心のありようというのは自ずと姿勢や服装に表れます。御仏と向き合う法要には、服装を正して参列するもの。そのように日本人は思ってきました。

そう考えることが、道理をわきまえているということ、すなわち分別のあることだというのが、常識だったのですが、その常識は変化しているようです。

カジュアル化が進む中で、まだこのような分別を持った方がいることに、わたしは心を打たれました。

開眼法要を終えた直後、参列されていた、92歳になる故人のお母さんは、こう言われました。

「法要前までは、遺影の娘の顔がなんか恐かったんです。それが今は微笑んで、優しい顔になりました」

これは、決してお母さんの思い込みではないと、わたしは感じました(ちなみに、お母さんは、しっかりとお話をされる、健全な頭脳を持った方です)。

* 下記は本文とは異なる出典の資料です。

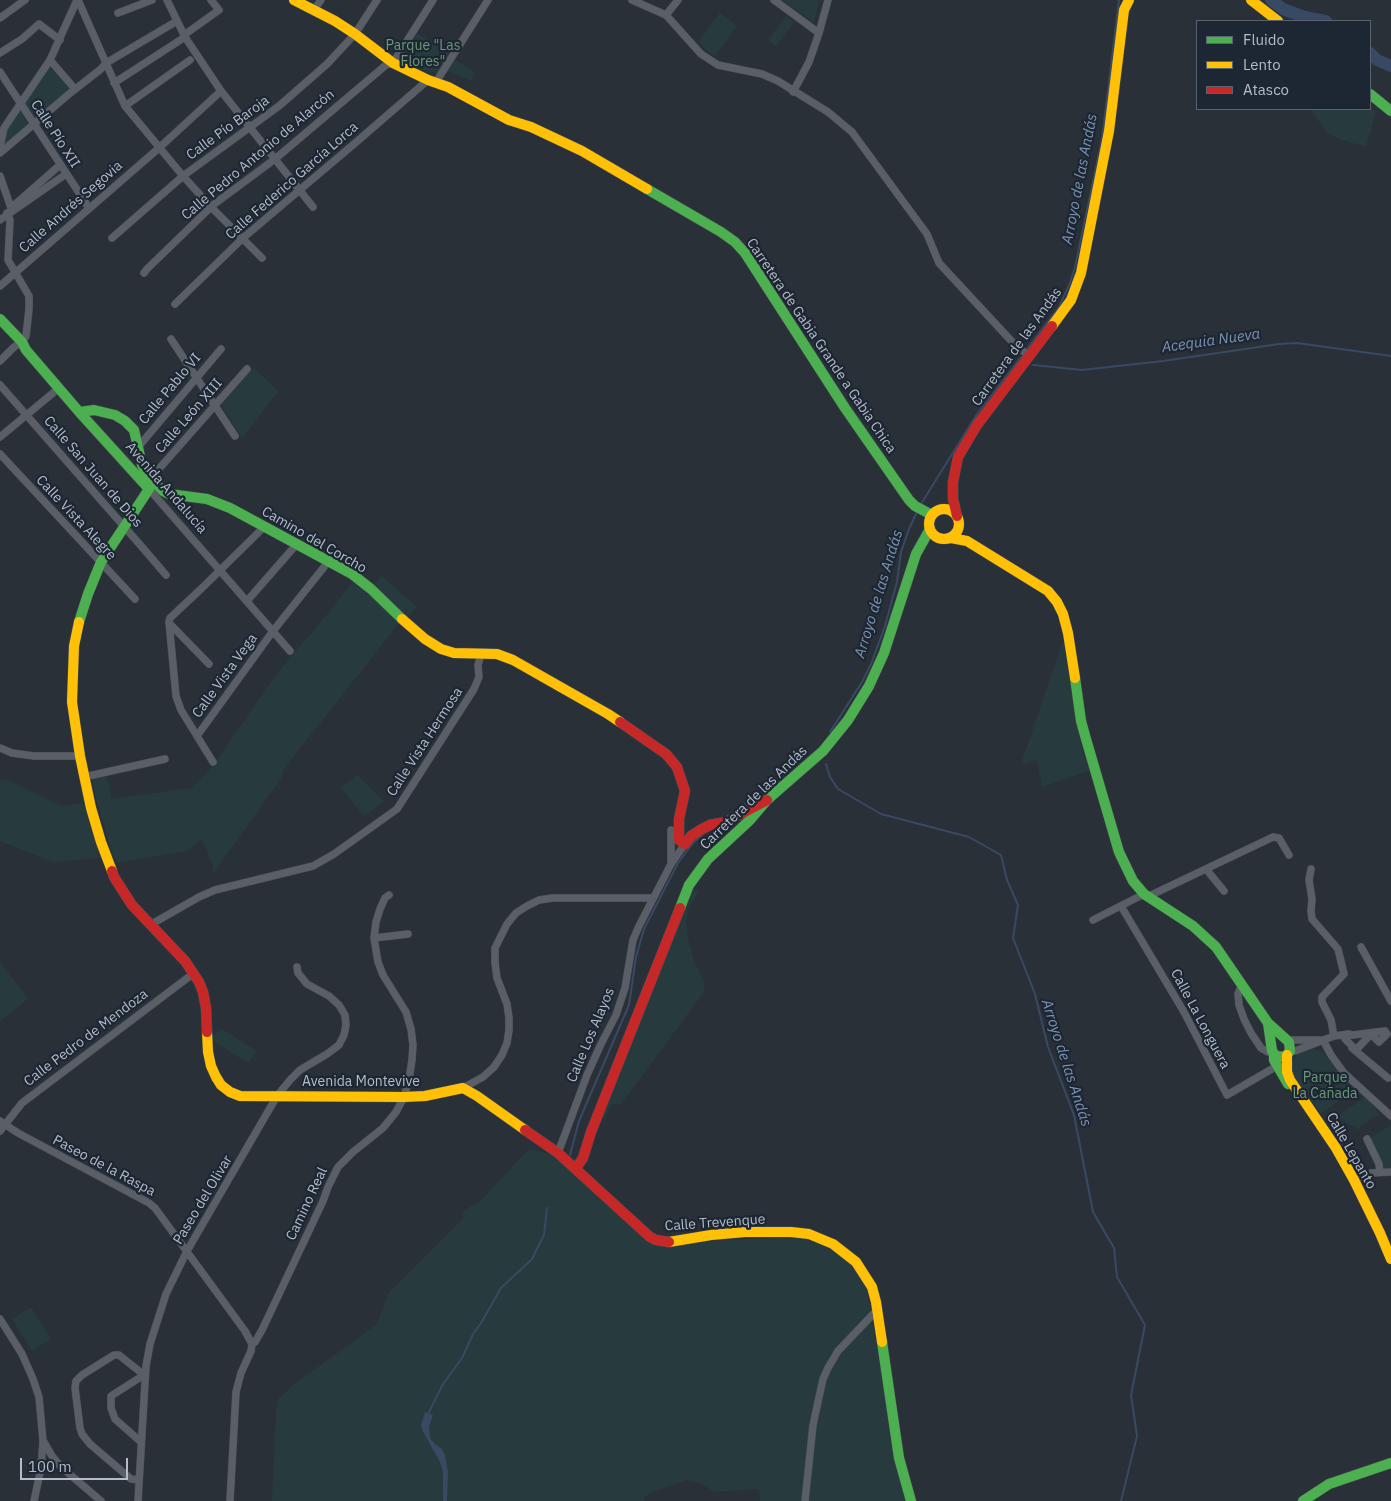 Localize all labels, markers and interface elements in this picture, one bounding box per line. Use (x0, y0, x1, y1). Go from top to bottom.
legend (1196, 20, 1371, 110)
text: Fluido (1243, 30, 1285, 49)
park label: Parque "Las Flores" (385, 38, 461, 70)
text: Lento (1243, 55, 1281, 74)
text: Atasco (1243, 80, 1289, 99)
street label: Calle Pedro Antonio de Alarcón (178, 86, 338, 224)
street label: Calle Pío Baroja (183, 92, 273, 164)
street label: Calle Pío XII (27, 97, 83, 171)
water label: Arroyo de las Andás (1059, 112, 1101, 246)
street label: Calle Federico García Lorca (222, 119, 362, 243)
street label: Calle Andrés Segovia (16, 158, 126, 256)
street label: Carretera de Gabia Grande a Gabia Chica (743, 235, 899, 457)
street label: Carretera de las Andás (968, 284, 1066, 410)
water label: Acequia Nueva (1161, 325, 1261, 357)
street label: Calle Pablo VI (135, 350, 205, 428)
street label: Calle León XIII (152, 375, 226, 457)
street label: Calle San Juan de Dios (40, 413, 146, 531)
street label: Avenida Andalucía (122, 439, 210, 537)
street label: Calle Vista Alegre (32, 472, 120, 564)
street label: Camino del Corcho (259, 503, 369, 577)
water label: Arroyo de las Andás (851, 528, 907, 660)
street label: Calle Vista Vega (189, 631, 261, 721)
street label: Calle Vista Hermosa (384, 684, 466, 800)
street label: Carretera de las Andás (697, 743, 811, 853)
street label: Calle La Longuera (1167, 966, 1233, 1072)
street label: Calle Los Alayos (563, 985, 619, 1085)
street label: Calle Pedro de Mendoza (21, 986, 151, 1090)
water label: Arroyo de las Andás (1037, 997, 1095, 1129)
park label: Parque La Cañada (1293, 1070, 1357, 1102)
street label: Avenida Montevive (302, 1074, 420, 1090)
street label: Calle Lepanto (1322, 1110, 1380, 1192)
street label: Paseo de la Raspa (50, 1132, 158, 1200)
street label: Paseo del Olivar (170, 1152, 236, 1248)
street label: Camino Real (283, 1165, 331, 1243)
street label: Calle Trevenque (664, 1211, 766, 1235)
scale bar (22, 1448, 130, 1480)
text: 100 m (28, 1457, 72, 1476)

法要中、唱題をしていますと、明るく開放されたような唱題となり、わたしの顔には、自然と笑みが浮かびました。故人は、死を自覚され、みたまが浄化されていったことを感じました。お母さんもこのことを感じたのでしょう。

死の直前には恐怖や苦しみが無かったようで、あの世に旅立つ心の準備もできていたことも感じました。

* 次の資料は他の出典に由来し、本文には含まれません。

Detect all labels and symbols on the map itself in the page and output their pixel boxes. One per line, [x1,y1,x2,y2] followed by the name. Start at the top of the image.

「この坊さん、適当なことを言ってるんじゃないか」そう思われることも覚悟して、以上のことを参列者にお伝えしました。お伝えするにあたっては、わたしには一切、霊感、霊能といったものはなく、唱題していると心の中の鏡に映じてくるものがあるのだということを申し添えました(実際、わたしにはなんの力もありません。すべては妙法、御仏の為せるわざです)。

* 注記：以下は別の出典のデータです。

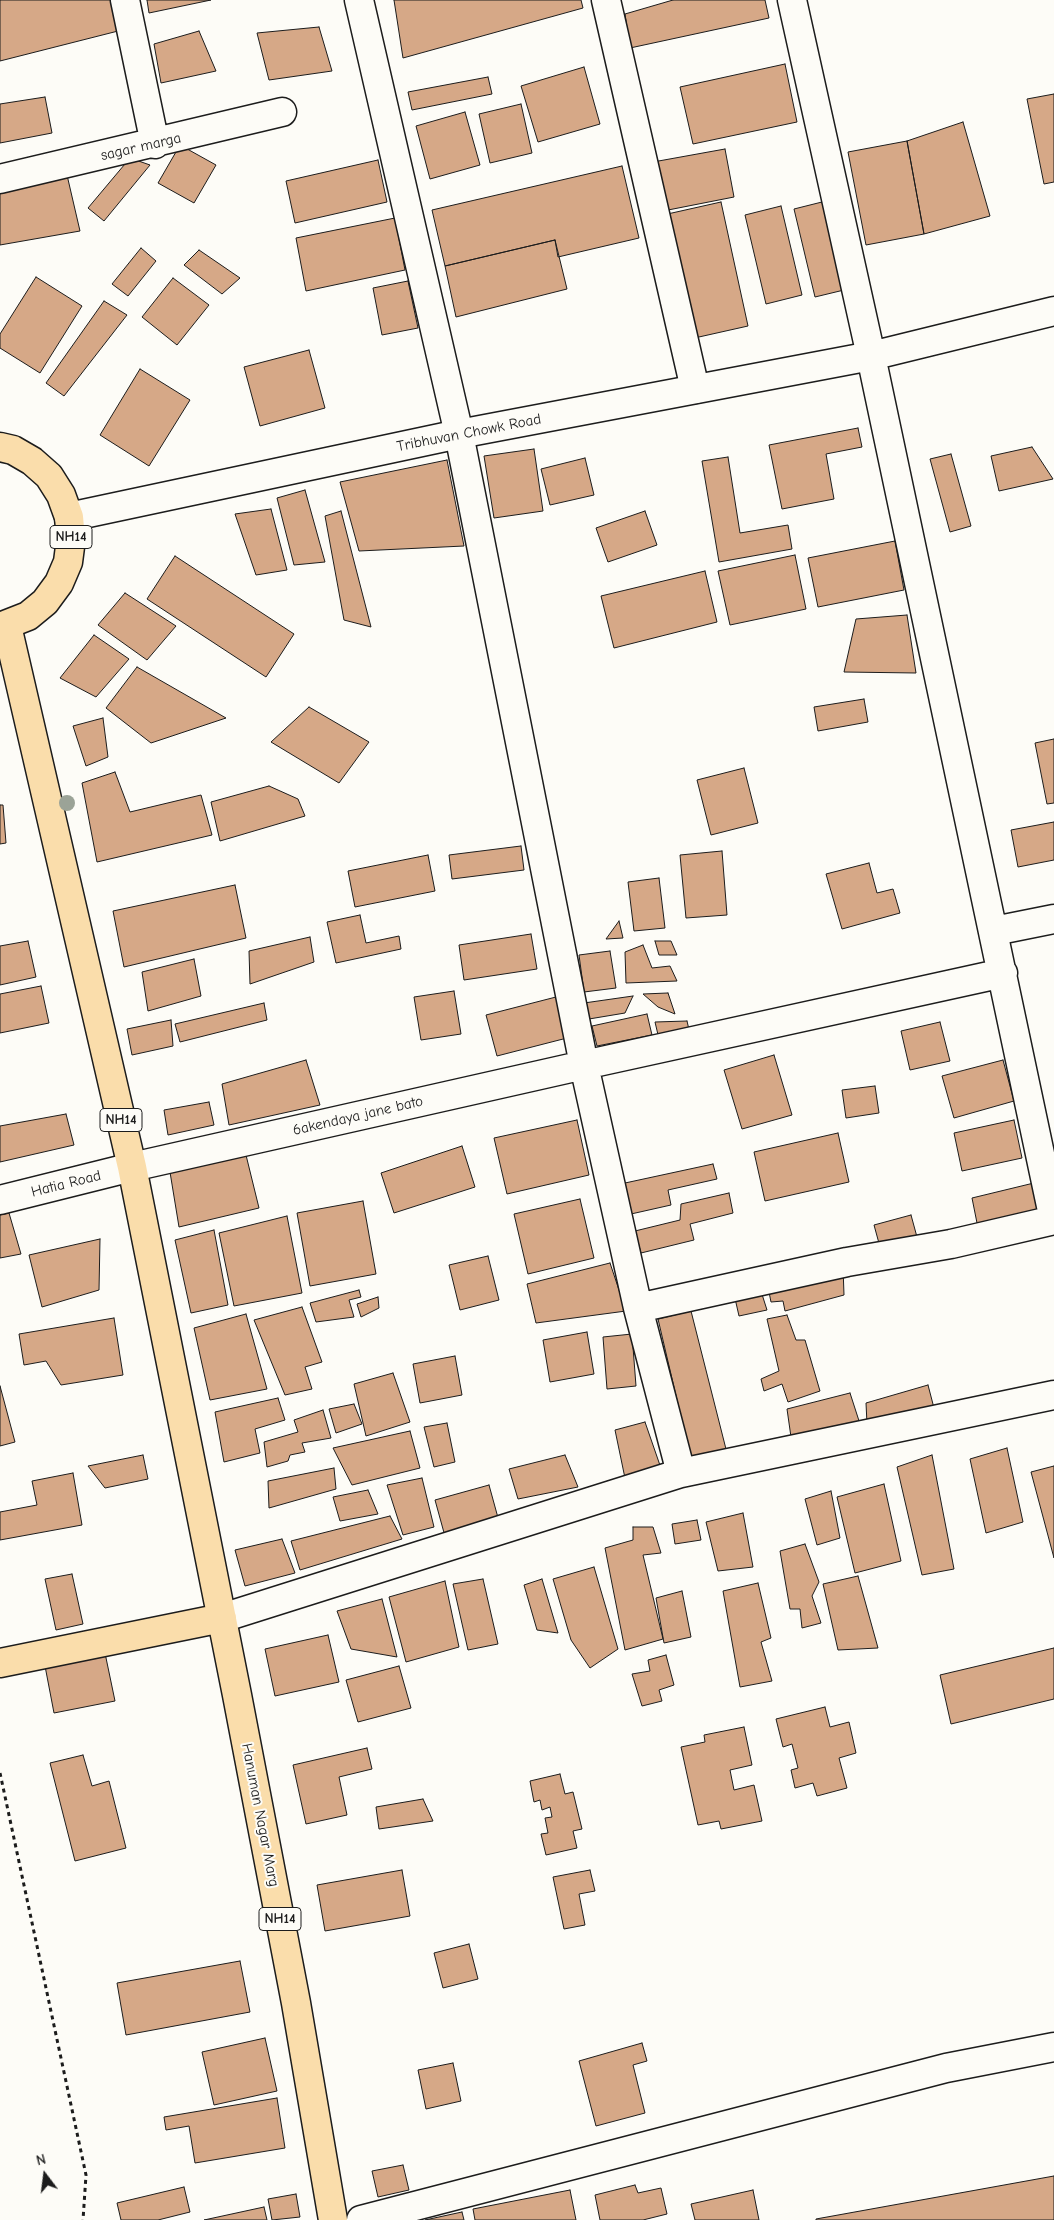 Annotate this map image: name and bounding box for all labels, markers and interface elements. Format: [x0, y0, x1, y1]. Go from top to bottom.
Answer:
street label: sagar marga [99, 129, 183, 165]
street label: Tribhuvan Chowk Road [395, 410, 543, 456]
road number: NH14 [50, 526, 92, 548]
street label: 6akendaya jane bato [291, 1092, 425, 1140]
road number: NH14 [100, 1108, 142, 1132]
street label: Hatia Road [29, 1167, 103, 1201]
street label: Hanuman Nagar Marg [237, 1742, 283, 1888]
road number: NH14 [259, 1908, 301, 1930]
north arrow [20, 2150, 70, 2200]
text: N [34, 2151, 48, 2169]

参列者は、故人のお母さんとご主人の他に、故人のお兄さんと息子さんの四名でしたが、みなさん深く頷いてくださり、お母さんの「遺影の娘の顔が優しくなった」という言葉も素直に受け止めていらっしゃったようです。

分別知によっては、わたしがまっとうな坊さんか,口からでまかせを言っている坊さんか見極めるのは困難でしょう。わたしが語った内容と、死の直前の故人の様子が一致していたとしても、それは単なる偶然かもしれません。

わたしは全身全霊で読経、唱題をさせていただいているので、まあ、そのことで「この坊さんは、いい加減なヤツだ」とは思われなくて済んでいるのでしょう。

供養は、自我の能力、分別知を超えたところでなされるものですが、わたしは故人のお母さんの唱題に触れて、この方は分別知を超えていらっしゃるようだと感じました。

法要中、お母さんも手を合わせて南無妙法蓮華経を唱えていらっしゃいました。それは小さな声でしたが、願いも不安もなく、ただ妙法蓮華経と一つになっている無分別智による唱題であると感じました。

であるがゆえに、あの世の娘さんの「供養をしてくれて、ありがとう」という声を心で聴いて、写真の顔が優しくなったとお感じになったのでしょう。

他の参列者は分別心をもって、足のしびれに耐え、しっかりと法要に臨まれました。これも故人にとっては嬉しく、ありがたいことであったでしょう。

わたしにとっては、無分別智をもった92歳の女性と出会えた、ありがたい一日でした。